Vous avez devine sans peine qu’il s’agit de la langue.
Or, surprise ! la première mention de Barnabas dans le livre des Actes nous le présente utilisant un tout autre « organe » particulièrement sensible, plus ou moins épais, lui aussi véritable acrobate en son genre selon les circonstances. C’est son porte-monnaie ou plutôt son portefeuille qu’il met en action, cet incontournable prolongement de la personne, qui fait généralement corps avec elle. Ce n’est pas sa bouche qu’il ouvre tout grand pour en extraire des tonnes d’exhortations et de conseils, mais son portefeuille bien garni pour l’occasion et dont il vide le contenu aux pieds des apôtres, sans tambour ni trompette. En compagnie d’autres croyants (v. 34-35) il apporte bien volontiers une aide financière substantielle pour encourager des frères en difficulté. Son soutien n’est pas simplement verbal, mais très concret, pratique, matériel. C’est un plaidoyer en actes !
DIEU ET MON PORTEFEUILLE |
Voilà qui touche à un endroit très sensible de notre « anatomie » ! C’est avec Juste raison que Luther a dit que trois conversions étaient nécessaires celle du coeur, celle de la pensée et celle du porte-monnaie. Ceci me rappelle l’histoire de ce candidat au baptême qui entre lentement dans l’eau lorsque soudain il réalise que son portefeuille est en danger d’inondation catastrophique dans la poche arrière de son pantalon. Avec l’énergie du désespoir il s’efforce de l’en déloger pour le mettre à l’abri. Finalement, d’un geste triomphant, le néophyte soulagé brandit le précieux trouble-fête pour l’envoyer en lieu sûr, lorsque la main ferme du pasteur s’empare du poignet vainqueur, stoppant net l’élan libérateur. Comme un coup de tonnerre dans un ciel en fête, la sentence suprême retentit sous les regards à la fois émus et amusés des spectateurs de la scène : « Ton portefeuille doit être baptisé lui aussi ! ».
Le regretté A.W. Tozer a dénoncé en termes particulièrement vigoureux la tendance généralisée à la cupidité qui se tapit au fond du coeur humain « Il ne fait aucun doute que l’attachement à la possession des choses matérielles constitue l’un des penchants les plus pernicieux de la vie. Et comme il semble si naturel et qu’il est si répandu, il est rarement dénoncé comme un mal. Pourtant ses effets sont néfastes et tragiques. Cette calamité tenace, aussi vieille que l’humanité, ne peut être extirpée sans souffrances et sans peines. L’avare coriace, que nous abritons tous en nous, ne déposera pas les armes et n’acceptera pas de mourir tout simplement en obéissance à un ordre donné. Il doit être extirpé, arraché de notre coeur comme on arrache une plante du sol, extrait dans le Sang et la douleur comme on arrache une dent. Il doit être chassé de notre âme comme Christ a expulsé les changeurs de monnaie du temple »1.

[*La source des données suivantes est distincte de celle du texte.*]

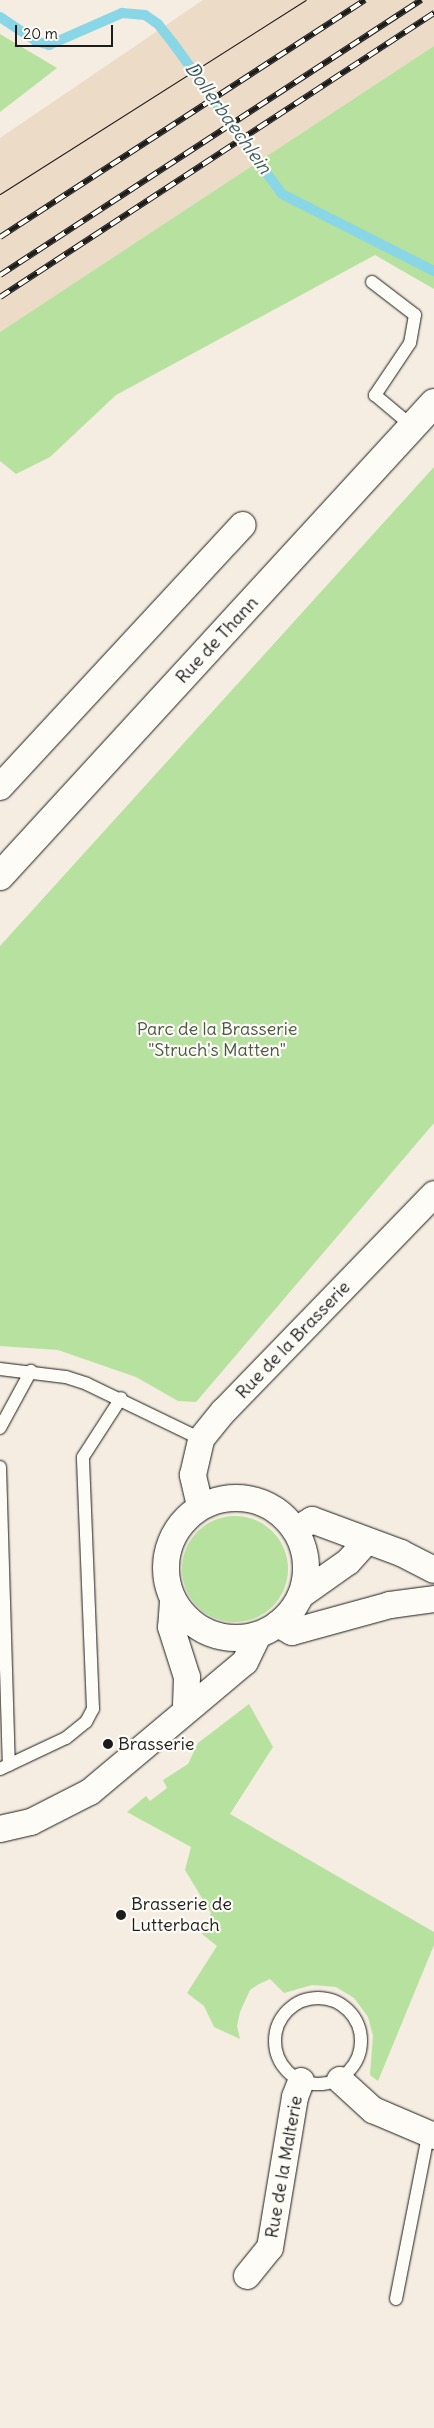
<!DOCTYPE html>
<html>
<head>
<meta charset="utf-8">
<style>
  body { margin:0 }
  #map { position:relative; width:434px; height:2428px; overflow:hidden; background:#f5ede1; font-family:Delius,sans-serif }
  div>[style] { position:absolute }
  .built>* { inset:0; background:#ecdbc6 }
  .green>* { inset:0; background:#b7e19e }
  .round { border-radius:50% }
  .stream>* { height:10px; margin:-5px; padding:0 5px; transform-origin:5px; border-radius:5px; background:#88d6e6 }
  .roads { filter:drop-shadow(0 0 1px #1c1c1c) drop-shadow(0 0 1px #1c1c1c) }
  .service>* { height:12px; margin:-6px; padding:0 6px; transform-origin:6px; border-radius:6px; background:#fdfcf7 }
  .service>.ring { margin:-6px; padding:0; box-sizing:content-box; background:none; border:12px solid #fdfcf7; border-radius:50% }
  .minor>* { height:26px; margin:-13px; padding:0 13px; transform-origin:13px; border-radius:13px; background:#fdfcf7 }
  .minor>.ring { margin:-13px; padding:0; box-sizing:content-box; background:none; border:26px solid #fdfcf7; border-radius:50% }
  .secondary>* { height:28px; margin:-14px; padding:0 14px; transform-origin:14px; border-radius:14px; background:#fdfcf7 }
  .tram>* { height:1px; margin:-0.5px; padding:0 0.5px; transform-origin:0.5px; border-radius:0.5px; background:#1c1c1c }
  .rail>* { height:5.5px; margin-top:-2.75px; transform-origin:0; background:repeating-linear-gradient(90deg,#fdfcf7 0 11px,#1c1c1c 0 22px); box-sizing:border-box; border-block:1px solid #1c1c1c }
  .dots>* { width:14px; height:14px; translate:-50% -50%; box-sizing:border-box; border:2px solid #fdfcf7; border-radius:50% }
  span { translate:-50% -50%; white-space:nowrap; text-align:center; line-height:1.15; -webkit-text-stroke:4.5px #fdfcf7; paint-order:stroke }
  .street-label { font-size:18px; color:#1c1c1c }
  .park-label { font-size:18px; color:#4a5743 }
  .poi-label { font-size:18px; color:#1c1c1c }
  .left { translate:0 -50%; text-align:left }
  .water-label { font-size:19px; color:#425d63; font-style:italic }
  .scale { position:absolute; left:15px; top:25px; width:98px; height:22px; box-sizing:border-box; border:2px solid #1c1c1c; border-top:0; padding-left:6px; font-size:15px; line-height:18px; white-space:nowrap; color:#1c1c1c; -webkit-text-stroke:4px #fdfcf7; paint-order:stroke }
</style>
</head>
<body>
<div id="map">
  <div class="built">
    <div style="clip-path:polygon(203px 0,434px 0,434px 46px,0 332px,0 138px)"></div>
  </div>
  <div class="green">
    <div style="clip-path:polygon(0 34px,57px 68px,0 112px)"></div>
    <div style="clip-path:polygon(434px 46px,434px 289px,375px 255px,116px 395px,50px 457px,16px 474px,0 461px,0 332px)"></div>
    <div style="clip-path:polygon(434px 467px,434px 1123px,196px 1402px,178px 1401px,136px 1377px,58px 1350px,0 1346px,0 946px)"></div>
    <div class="round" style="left:182px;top:1516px;width:106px;height:106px"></div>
    <div style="clip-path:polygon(249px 1704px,273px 1747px,230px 1814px,434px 1932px,434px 1945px,378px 2081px,370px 2075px,373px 2036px,368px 2017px,354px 1998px,336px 1987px,312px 1985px,284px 1993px,270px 1979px,259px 1984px,250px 1990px,240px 2012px,237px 2026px,240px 2039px,214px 2027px,204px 2006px,187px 1993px,217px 1946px,202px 1934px,211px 1913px,185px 1870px,191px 1847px,127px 1812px,146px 1796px,150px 1801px,167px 1788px,163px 1780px,188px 1764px,198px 1743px)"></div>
  </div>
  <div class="stream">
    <div style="left:0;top:17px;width:43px;rotate:33.7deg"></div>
    <div style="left:36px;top:41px;width:14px;rotate:17deg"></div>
    <div style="left:49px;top:45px;width:80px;rotate:-23.7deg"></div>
    <div style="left:122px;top:13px;width:23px;rotate:5deg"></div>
    <div style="left:145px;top:15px;width:16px;rotate:35deg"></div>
    <div style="left:158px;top:24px;width:24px;rotate:52deg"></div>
    <div style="left:173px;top:43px;width:186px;rotate:54.2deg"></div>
    <div style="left:282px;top:194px;width:170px;rotate:26.9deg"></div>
  </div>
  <div class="roads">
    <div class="service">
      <div style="left:372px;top:282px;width:54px;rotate:37.5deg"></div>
      <div style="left:415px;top:315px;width:28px;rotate:100deg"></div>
      <div style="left:410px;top:343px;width:63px;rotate:123.9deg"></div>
      <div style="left:375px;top:395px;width:50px;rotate:40.1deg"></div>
      <div style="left:0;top:1369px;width:66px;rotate:6.9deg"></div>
      <div style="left:66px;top:1377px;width:22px;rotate:18deg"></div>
      <div style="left:87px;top:1384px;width:127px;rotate:25.8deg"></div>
      <div style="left:0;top:1428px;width:65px;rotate:-61.5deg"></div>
      <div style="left:0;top:1467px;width:298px;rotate:88.3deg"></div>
      <div style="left:0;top:1769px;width:73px;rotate:-25.2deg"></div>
      <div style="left:66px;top:1738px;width:26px;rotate:-39deg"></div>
      <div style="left:86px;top:1722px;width:15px;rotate:-62deg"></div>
      <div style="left:93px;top:1709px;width:252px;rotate:-92.3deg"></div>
      <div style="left:83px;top:1457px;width:70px;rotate:-57.2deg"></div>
      <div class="ring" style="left:275px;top:1998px;width:74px;height:74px"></div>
      <div style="left:396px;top:2299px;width:166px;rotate:-78.9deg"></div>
    </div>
    <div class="minor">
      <div style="left:0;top:787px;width:357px;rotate:-47.2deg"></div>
      <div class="ring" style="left:166px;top:1498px;width:114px;height:114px"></div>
      <div style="left:200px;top:1506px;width:32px;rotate:-103deg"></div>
      <div style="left:193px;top:1475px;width:37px;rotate:-77deg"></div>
      <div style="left:201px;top:1439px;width:36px;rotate:-51deg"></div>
      <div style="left:224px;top:1411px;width:302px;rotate:-45.9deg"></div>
      <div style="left:295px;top:1530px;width:20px;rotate:-30deg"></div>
      <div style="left:312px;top:1520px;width:95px;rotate:20.3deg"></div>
      <div style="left:401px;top:1553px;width:37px;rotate:27deg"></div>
      <div style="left:301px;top:1595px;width:57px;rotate:-35.1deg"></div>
      <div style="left:348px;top:1562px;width:28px;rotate:-48deg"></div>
      <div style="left:173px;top:1601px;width:26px;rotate:94deg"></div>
      <div style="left:171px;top:1627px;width:52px;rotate:72.3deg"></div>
      <div style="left:187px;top:1677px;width:32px;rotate:92deg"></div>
      <div style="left:278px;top:1624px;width:16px;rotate:30deg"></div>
      <div style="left:292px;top:1632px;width:102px;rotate:-15.4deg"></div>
      <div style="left:390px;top:1605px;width:44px;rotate:-7.8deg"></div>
      <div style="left:0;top:1829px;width:32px;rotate:-13deg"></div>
      <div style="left:31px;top:1822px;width:66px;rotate:-27deg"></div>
      <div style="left:90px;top:1792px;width:202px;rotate:-40deg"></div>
      <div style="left:245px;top:1662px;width:30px;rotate:-64deg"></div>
      <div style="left:340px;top:2080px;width:45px;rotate:42.3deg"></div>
      <div style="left:373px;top:2110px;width:66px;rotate:23.1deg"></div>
      <div style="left:247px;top:2276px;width:36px;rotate:-51deg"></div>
      <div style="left:270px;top:2248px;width:153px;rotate:-80.6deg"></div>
      <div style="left:295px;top:2097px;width:17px;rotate:-69deg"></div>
    </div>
    <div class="secondary">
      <div style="left:0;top:876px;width:642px;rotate:-47.46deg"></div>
    </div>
  </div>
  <div class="tram">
    <div style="left:0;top:194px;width:362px;rotate:-32.4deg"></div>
  </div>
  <div class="rail">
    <div style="left:0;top:237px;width:435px;rotate:-33deg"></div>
    <div style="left:0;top:275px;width:503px;rotate:-33.15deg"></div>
    <div style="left:0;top:297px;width:519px;rotate:-33.2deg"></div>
  </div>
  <div class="dots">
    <div style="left:108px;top:1744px;background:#1c1c1c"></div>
    <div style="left:121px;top:1915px;background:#1c1c1c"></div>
  </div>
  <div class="street-label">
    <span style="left:217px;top:640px;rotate:-47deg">Rue de Thann</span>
    <span style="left:293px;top:1340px;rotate:-46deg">Rue de la Brasserie</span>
    <span style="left:284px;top:2167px;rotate:-80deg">Rue de la Malterie</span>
  </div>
  <div class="park-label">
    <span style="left:217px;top:1040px">Parc de la Brasserie<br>"Struch's Matten"</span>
  </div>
  <div class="poi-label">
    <span class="left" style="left:118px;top:1744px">Brasserie</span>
    <span class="left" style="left:131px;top:1915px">Brasserie de<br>Lutterbach</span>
  </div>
  <div class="water-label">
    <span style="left:228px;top:118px;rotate:54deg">Dollerbaechlein</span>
  </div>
  <div class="scale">20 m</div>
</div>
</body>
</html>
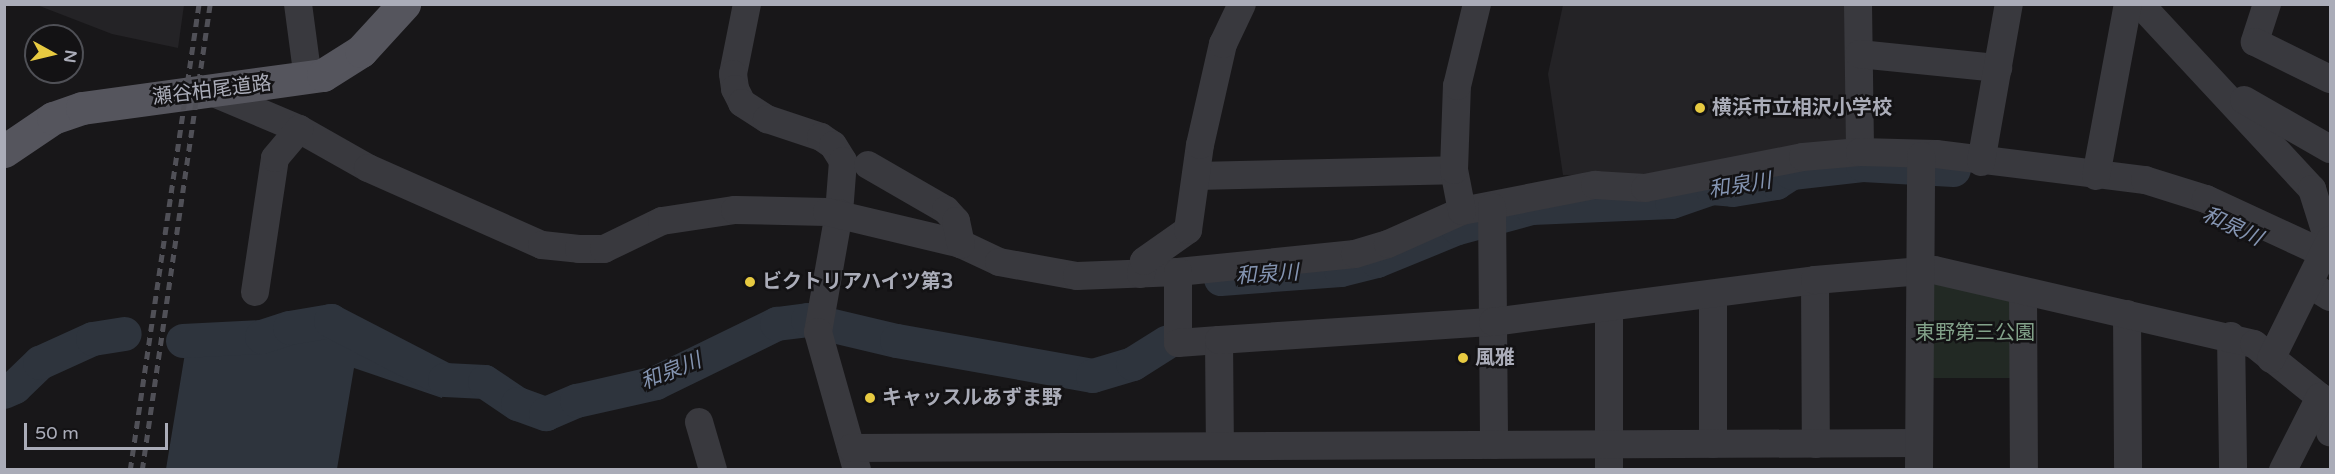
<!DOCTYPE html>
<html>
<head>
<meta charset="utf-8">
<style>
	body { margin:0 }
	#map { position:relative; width:2335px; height:474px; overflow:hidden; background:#181719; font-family:"Varela Round","Noto Sans JP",sans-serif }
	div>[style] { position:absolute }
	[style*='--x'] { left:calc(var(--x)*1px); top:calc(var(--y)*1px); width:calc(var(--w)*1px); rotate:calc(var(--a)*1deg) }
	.built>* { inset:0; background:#242326 }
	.green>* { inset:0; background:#222924 }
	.water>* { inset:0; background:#2e343d }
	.river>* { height:34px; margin:-17px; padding:0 17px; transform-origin:17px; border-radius:17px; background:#2e343d }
	.minor>* { height:28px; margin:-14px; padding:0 14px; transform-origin:14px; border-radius:14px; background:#39393e }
	.major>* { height:33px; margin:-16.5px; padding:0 16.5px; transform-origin:16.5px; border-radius:16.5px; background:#55555d }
	.rail>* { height:4.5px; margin-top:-2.25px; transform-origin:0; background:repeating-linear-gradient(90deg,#505057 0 8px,transparent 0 14px) }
	.dots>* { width:16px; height:16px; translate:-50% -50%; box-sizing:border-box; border:3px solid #131214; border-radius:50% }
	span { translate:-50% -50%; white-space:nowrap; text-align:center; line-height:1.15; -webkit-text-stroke:5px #131214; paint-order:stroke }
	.street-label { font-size:20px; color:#aaacb8 }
	.poi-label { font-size:20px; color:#aaacb8; font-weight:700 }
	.left { translate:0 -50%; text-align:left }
	.park-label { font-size:20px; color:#83a28a }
	.water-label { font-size:21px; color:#8494b1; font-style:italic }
	.frame { position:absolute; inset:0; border:6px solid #aaacb8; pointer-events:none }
	.north { position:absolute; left:24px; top:24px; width:60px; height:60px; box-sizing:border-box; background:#131214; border:2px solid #4f5056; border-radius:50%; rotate:98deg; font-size:16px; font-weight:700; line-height:24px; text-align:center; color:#aaacb8 }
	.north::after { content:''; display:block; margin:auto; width:21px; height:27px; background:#e7ca41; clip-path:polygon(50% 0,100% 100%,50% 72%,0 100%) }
	.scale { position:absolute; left:24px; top:423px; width:144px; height:27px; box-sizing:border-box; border:3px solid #aaacb8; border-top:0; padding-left:8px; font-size:18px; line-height:21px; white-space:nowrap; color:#aaacb8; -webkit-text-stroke:4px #131214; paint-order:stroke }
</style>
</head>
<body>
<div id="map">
	<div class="built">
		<i style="clip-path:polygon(37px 5px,184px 5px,178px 48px,112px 34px)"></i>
		<i style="clip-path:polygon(1563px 5px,1848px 5px,1847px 141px,1662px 174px,1563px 175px,1548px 74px)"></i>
	</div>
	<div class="green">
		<i style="clip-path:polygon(1939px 280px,2020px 298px,2015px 378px,1933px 378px,1933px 285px)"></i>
	</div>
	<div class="water">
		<i style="clip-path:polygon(314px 327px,342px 327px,445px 380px,442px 398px,354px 368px,337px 469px,166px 469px,186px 347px)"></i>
	</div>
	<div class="river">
		<i style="--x:1221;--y:279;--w:120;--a:-4.3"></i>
		<i style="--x:1341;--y:270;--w:37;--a:-14"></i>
		<i style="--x:1377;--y:261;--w:87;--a:-22.2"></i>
		<i style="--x:1458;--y:228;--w:77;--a:-15.1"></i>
		<i style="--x:1532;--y:208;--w:140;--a:-2.5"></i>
		<i style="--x:1672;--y:202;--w:42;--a:-19.3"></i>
		<i style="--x:1712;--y:188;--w:21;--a:5"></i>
		<i style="--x:1733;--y:190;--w:44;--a:-9.2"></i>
		<i style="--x:1776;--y:183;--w:19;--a:-32"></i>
		<i style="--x:1792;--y:173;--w:71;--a:-6.4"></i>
		<i style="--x:1863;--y:165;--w:91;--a:3.1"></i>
		<i style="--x:183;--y:341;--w:79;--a:-2.9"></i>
		<i style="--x:262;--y:337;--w:29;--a:-18"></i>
		<i style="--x:290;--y:328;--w:42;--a:-9.7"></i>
		<i style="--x:331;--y:321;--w:128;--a:27.4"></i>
		<i style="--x:445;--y:380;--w:40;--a:2.9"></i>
		<i style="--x:485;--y:382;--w:40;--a:34"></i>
		<i style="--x:518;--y:404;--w:30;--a:20"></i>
		<i style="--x:546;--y:414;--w:34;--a:-23"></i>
		<i style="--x:577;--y:401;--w:81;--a:-12.8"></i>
		<i style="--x:656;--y:383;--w:135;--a:-26"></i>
		<i style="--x:777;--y:324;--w:31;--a:-7"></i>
		<i style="--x:808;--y:320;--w:91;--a:13.3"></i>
		<i style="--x:897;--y:341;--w:199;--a:10.1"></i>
		<i style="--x:1093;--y:376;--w:42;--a:-16.7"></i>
		<i style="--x:1133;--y:364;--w:41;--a:-32.2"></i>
		<i style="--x:4;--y:392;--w:12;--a:-24"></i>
		<i style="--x:15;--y:387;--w:35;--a:-44"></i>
		<i style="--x:40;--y:363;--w:58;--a:-24.4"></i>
		<i style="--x:93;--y:339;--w:32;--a:-9"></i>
	</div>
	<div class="minor">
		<i style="--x:298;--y:4;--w:76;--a:82.4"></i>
		<i style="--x:747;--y:4;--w:71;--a:101.3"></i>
		<i style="--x:733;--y:74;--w:15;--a:82"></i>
		<i style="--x:735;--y:89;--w:16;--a:63"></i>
		<i style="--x:742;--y:103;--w:30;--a:33"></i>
		<i style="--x:767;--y:119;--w:57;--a:18.4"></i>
		<i style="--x:821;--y:137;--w:14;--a:34"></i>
		<i style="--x:833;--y:145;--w:19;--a:58"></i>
		<i style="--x:843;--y:161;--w:52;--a:94.4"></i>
		<i style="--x:839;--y:213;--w:121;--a:100"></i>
		<i style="--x:818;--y:332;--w:143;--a:74.2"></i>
		<i style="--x:1858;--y:4;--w:148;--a:89.2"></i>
		<i style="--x:2140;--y:4;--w:253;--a:47.1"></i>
		<i style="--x:2312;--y:189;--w:57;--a:72.5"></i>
		<i style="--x:2267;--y:4;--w:40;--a:108"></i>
		<i style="--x:2255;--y:42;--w:84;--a:26.3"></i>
		<i style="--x:1859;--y:54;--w:140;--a:5.8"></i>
		<i style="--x:214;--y:93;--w:92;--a:23"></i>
		<i style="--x:299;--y:129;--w:79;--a:29.5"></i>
		<i style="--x:368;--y:168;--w:190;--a:23.9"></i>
		<i style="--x:542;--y:245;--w:37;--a:6"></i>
		<i style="--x:579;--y:249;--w:25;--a:0"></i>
		<i style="--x:604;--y:249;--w:64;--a:-25.8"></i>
		<i style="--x:662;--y:221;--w:74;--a:-8.6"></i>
		<i style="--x:735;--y:210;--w:92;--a:1.2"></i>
		<i style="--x:827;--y:212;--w:138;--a:13.4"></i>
		<i style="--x:961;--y:244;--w:42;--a:25.3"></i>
		<i style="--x:999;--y:262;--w:79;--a:10.2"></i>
		<i style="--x:1077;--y:276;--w:101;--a:-2.3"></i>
		<i style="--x:1178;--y:272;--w:178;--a:-5.8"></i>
		<i style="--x:1355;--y:254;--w:34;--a:-17"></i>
		<i style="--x:1388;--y:244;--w:81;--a:-24"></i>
		<i style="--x:1462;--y:211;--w:136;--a:-11.1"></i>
		<i style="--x:1595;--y:185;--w:50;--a:3.4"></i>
		<i style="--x:1645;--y:188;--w:161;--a:-11.1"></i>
		<i style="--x:1803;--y:157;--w:57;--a:-5"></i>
		<i style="--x:1860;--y:152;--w:76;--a:1.5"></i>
		<i style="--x:1936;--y:154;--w:211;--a:7.1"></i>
		<i style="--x:2145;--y:180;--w:64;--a:17.3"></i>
		<i style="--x:2206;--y:199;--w:131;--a:24.8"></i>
		<i style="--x:2244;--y:100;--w:99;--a:29.7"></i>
		<i style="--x:1981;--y:162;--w:160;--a:-80"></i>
		<i style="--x:868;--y:165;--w:90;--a:30"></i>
		<i style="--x:946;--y:210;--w:15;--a:48"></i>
		<i style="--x:956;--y:221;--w:24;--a:78"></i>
		<i style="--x:1196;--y:176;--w:258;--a:-1.3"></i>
		<i style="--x:2096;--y:176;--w:175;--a:-79.5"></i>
		<i style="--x:1492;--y:207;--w:238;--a:89.5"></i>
		<i style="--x:1462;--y:211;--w:42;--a:-101"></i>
		<i style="--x:1454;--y:170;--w:84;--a:-88"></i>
		<i style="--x:1457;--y:86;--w:84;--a:-76.3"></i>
		<i style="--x:1178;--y:272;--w:71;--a:90"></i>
		<i style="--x:1178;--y:343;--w:41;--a:-4.2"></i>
		<i style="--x:1219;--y:340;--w:106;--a:89.5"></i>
		<i style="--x:1141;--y:274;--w:13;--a:-77"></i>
		<i style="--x:1144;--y:261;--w:54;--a:-35.2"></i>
		<i style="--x:1188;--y:230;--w:86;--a:-82"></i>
		<i style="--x:1200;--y:145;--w:104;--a:-77.2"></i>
		<i style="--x:1223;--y:44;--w:44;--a:-64.6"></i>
		<i style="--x:1815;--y:280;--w:164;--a:89.7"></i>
		<i style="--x:2309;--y:284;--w:25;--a:32"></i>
		<i style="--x:2023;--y:291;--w:179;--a:89.7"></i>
		<i style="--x:255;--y:292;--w:135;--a:-81.5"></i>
		<i style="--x:275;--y:158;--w:38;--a:-50"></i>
		<i style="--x:1713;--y:294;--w:150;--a:90"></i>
		<i style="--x:1609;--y:307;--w:163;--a:90"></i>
		<i style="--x:2127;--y:314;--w:156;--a:89.6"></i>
		<i style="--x:2231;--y:336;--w:134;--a:89.1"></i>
		<i style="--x:1219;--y:340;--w:275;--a:-3.8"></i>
		<i style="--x:1493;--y:322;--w:325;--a:-7.4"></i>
		<i style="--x:1815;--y:280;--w:119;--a:-4.8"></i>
		<i style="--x:1934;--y:270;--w:328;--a:13"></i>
		<i style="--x:2254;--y:344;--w:85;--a:38.8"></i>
		<i style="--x:2320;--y:397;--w:37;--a:74"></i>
		<i style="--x:2271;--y:359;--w:133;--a:-63.6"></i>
		<i style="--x:699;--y:422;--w:50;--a:73.7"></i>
		<i style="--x:851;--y:448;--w:1068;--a:-0.27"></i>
		<i style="--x:1919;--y:470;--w:314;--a:-89.6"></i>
		<i style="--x:2283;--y:470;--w:82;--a:-63.1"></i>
	</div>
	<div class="major">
		<i style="--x:4;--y:151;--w:59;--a:-34"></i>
		<i style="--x:53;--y:118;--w:31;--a:-19"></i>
		<i style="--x:82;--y:108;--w:243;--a:-7.8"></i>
		<i style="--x:323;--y:75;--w:45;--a:-32.3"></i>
		<i style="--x:361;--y:51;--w:64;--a:-47.5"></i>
	</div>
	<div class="rail">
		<i style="--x:130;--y:470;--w:471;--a:-81.6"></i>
		<i style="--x:142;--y:470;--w:471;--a:-81.7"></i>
	</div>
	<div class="dots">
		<i style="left:1700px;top:108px;background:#e7ca41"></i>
		<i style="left:750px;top:282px;background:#e7ca41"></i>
		<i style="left:1463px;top:358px;background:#e7ca41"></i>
		<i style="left:870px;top:398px;background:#e7ca41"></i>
	</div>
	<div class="street-label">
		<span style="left:212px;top:91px;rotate:-7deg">瀬谷柏尾道路</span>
	</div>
	<div class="poi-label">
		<span class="left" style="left:1712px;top:108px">横浜市立相沢小学校</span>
		<span class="left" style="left:762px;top:282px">ビクトリアハイツ第3</span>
		<span class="left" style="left:1475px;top:358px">風雅</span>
		<span class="left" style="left:882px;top:398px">キャッスルあずま野</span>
	</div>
	<div class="park-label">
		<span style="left:1975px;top:333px">東野第三公園</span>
	</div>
	<div class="water-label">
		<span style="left:1740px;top:186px;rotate:-9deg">和泉川</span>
		<span style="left:2232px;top:227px;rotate:25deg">和泉川</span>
		<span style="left:1267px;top:275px;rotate:-4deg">和泉川</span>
		<span style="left:671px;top:372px;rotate:-22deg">和泉川</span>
	</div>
	<div class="frame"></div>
	<div class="north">N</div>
	<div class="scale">50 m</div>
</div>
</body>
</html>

Effectivement, notre portefeuille et tout ce qui s’y apparente, cartes de crédit, carnets de chèques, actions, meubles et immeubles…, tous ces biens sans exception doivent passer par la porte basse et étroite de la Croix ! Nous connaissons le contenu du premier et du plus grand de tous les commandements de Dieu, plusieurs fois cité dans la Bible « Tu aimeras l’Eternel ton Dieu de tout ton coeur, de toute ton âme et de toute ta force » (Deut. 6.5). Une des traductions araméennes de ce passage remplace la dernière expression « ta force » par « Mammon », c’est-à-dire avec ton argent, ta fortune, Mammon étant la personnification de la richesse2. Ce n’est pas pour rien que Jésus a donné une grande place à l’argent dans son enseignement, D’après J. Oswald Sanders, « celui-ci est présent d’une façon ou d’une autre dans un verset sur six dans les Evangiles synoptiques, et dans seize des trente-huit paraboles »3.
AIMER EN ACTION |
« Petits enfants, n’aimons pas en parole ni avec la langue, mais en action et en vérité » (1 Jean 3.18). « Si un frère ou une soeur sont nus et manquent de la nourriture de chaque jour, et que l’un d’entre vous leur dise : Allez en paix, chauffez-vous et rassasiez-vous ! sans leur donner ce qui est nécessaire au corps, à quoi cela sert-il ? Il en est ainsi de la foi si elle n’a pas d’oeuvre, elle est morte en elle-même » (Jac. 2.15-17). J’ai lu quelque part l’anecdote concernant un croyant qui, librement et simplement, faisait part de sa situation matériellement difficile à un membre de son Eglise dans un pays scandinave. Ce dernier, voulant l’encourager, crut bon de lui rappeler, sans doute avec un regard et un ton angéliques, le caractère passager des problèmes humains et la perspective céleste, avec ses vêtements blancs et ses couronnes, dans laquelle il fallait vivre pour pouvoir triompher de toutes les difficultés… Notre ami en peine lui tendit alors la main et répondit à peu près ceci « En attendant que je reçoive ma couronne dans le ciel, n’auriez-vous pas une demi-couronne4 à m’offrir pour mes besoins terrestres ? »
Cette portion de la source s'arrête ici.